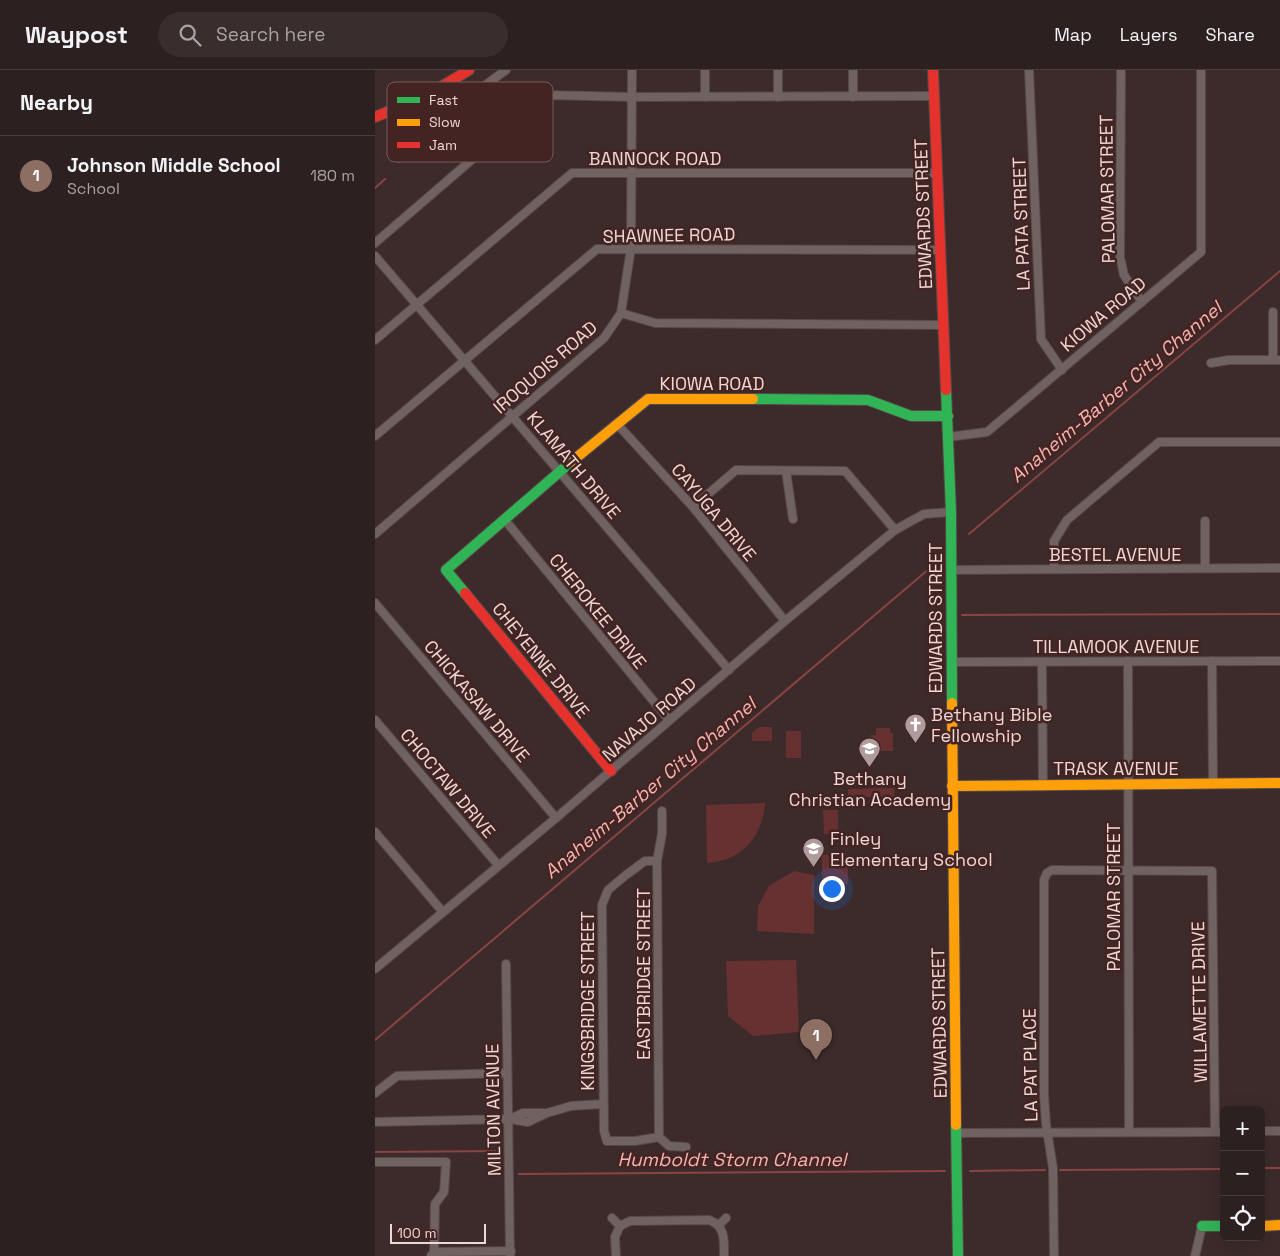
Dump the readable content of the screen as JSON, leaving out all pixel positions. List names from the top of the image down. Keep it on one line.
{"streets":{"street":["BANNOCK ROAD","PALOMAR STREET","EDWARDS STREET","LA PATA STREET","SHAWNEE ROAD","KIOWA ROAD","IROQUOIS ROAD","KLAMATH DRIVE","CAYUGA DRIVE","BESTEL AVENUE","CHEROKEE DRIVE","TILLAMOOK AVENUE","CHEYENNE DRIVE","CHICKASAW DRIVE","NAVAJO ROAD","TRASK AVENUE","CHOCTAW DRIVE","EASTBRIDGE STREET","KINGSBRIDGE STREET","WILLAMETTE DRIVE","LA PAT PLACE","MILTON AVENUE"]},"crossings":[["BANNOCK ROAD","EDWARDS STREET"],["BANNOCK ROAD","KLAMATH DRIVE"],["PALOMAR STREET","KIOWA ROAD"],["PALOMAR STREET","TILLAMOOK AVENUE"],["PALOMAR STREET","TRASK AVENUE"],["PALOMAR STREET","WILLAMETTE DRIVE"],["PALOMAR STREET","LA PAT PLACE"],["EDWARDS STREET","SHAWNEE ROAD"],["EDWARDS STREET","KIOWA ROAD"],["EDWARDS STREET","BESTEL AVENUE"],["EDWARDS STREET","TILLAMOOK AVENUE"],["EDWARDS STREET","NAVAJO ROAD"],["EDWARDS STREET","TRASK AVENUE"],["LA PATA STREET","KIOWA ROAD"],["SHAWNEE ROAD","KLAMATH DRIVE"],["KIOWA ROAD","KLAMATH DRIVE"],["KIOWA ROAD","CAYUGA DRIVE"],["KIOWA ROAD","CHEROKEE DRIVE"],["KIOWA ROAD","CHEYENNE DRIVE"],["IROQUOIS ROAD","KLAMATH DRIVE"],["KLAMATH DRIVE","NAVAJO ROAD"],["CAYUGA DRIVE","NAVAJO ROAD"],["CHEROKEE DRIVE","NAVAJO ROAD"],["CHEYENNE DRIVE","NAVAJO ROAD"],["CHICKASAW DRIVE","NAVAJO ROAD"],["NAVAJO ROAD","CHOCTAW DRIVE"],["EASTBRIDGE STREET","KINGSBRIDGE STREET"],["WILLAMETTE DRIVE","LA PAT PLACE"]],"water":["Anaheim-Barber City Channel","Humboldt Storm Channel"],"places":{"church":["Bethany Bible Fellowship"],"school or university":["Bethany Christian Academy","Finley Elementary School"]},"legend":["Fast","Slow","Jam"],"scale_bar":"100 m","page":{"header":"Waypost","search":"Search here","nav":["Map","Layers","Share"],"heading":"Nearby","list":[{"mark":"1","name":"Johnson Middle School","note":"School","value":"180 m"}],"pins":"1","map_buttons":["+","−"],"scale":"100 m"}}
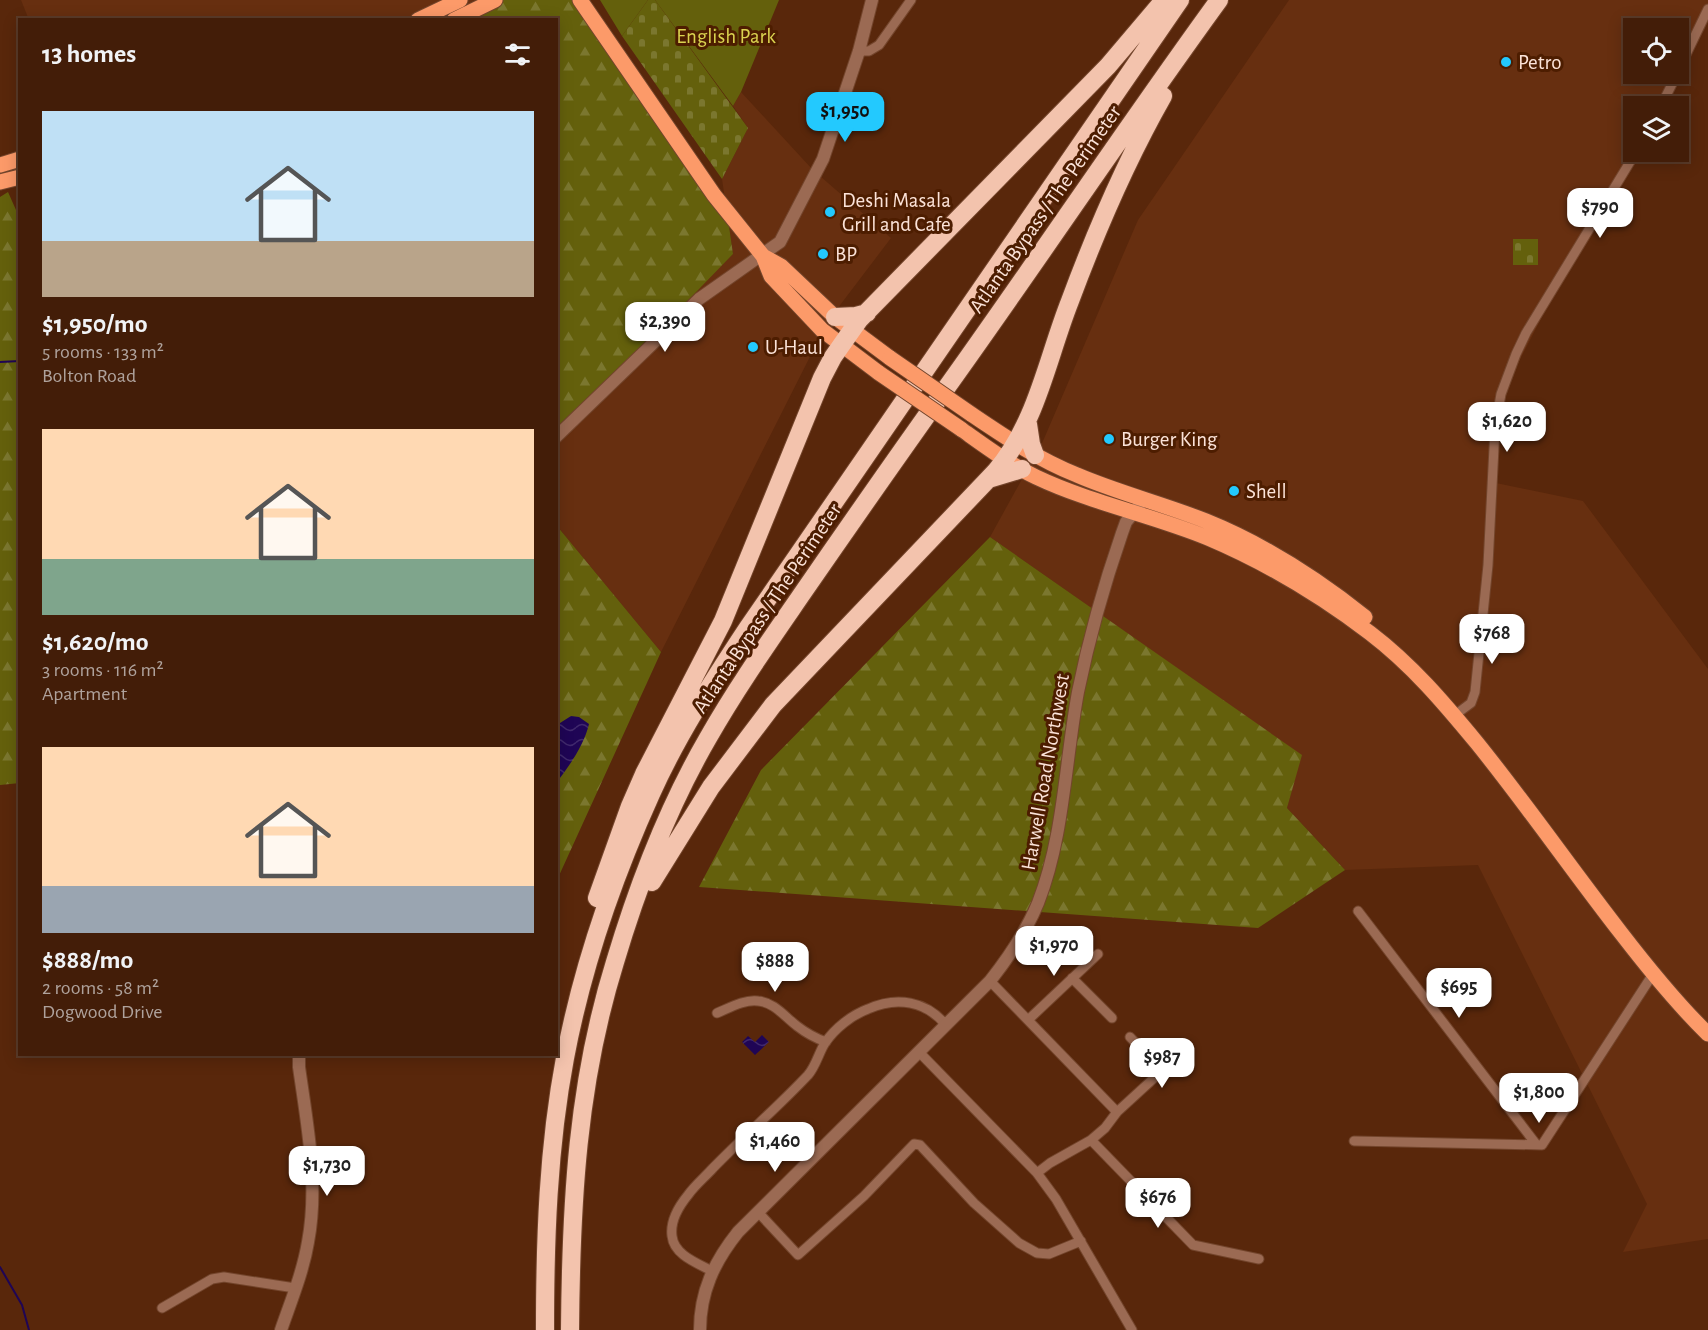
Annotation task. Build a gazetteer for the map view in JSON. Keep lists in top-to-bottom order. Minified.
{"streets":{"highway":["Atlanta Bypass / The Perimeter"],"street":["Harwell Road Northwest"]},"parks":["English Park"],"places":["Petro","Deshi Masala Grill and Cafe","BP","U-Haul","Burger King","Shell"],"page":{"heading":"13 homes","list":[{"name":"$1,950/mo","note":"5 rooms · 133 m² · Bolton Road"},{"name":"$1,620/mo","note":"3 rooms · 116 m² · Apartment"},{"name":"$888/mo","note":"2 rooms · 58 m² · Dogwood Drive"}],"price":["$1,950","$790","$2,390","$1,620","$768","$1,970","$888","$695","$987","$1,800","$1,460","$1,730","$676"]}}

### TASK REQUIREMENTS
Exactly how many lines of the listing hold the word "Keep"? State only the number.

### WRITTEN RESPONSE
2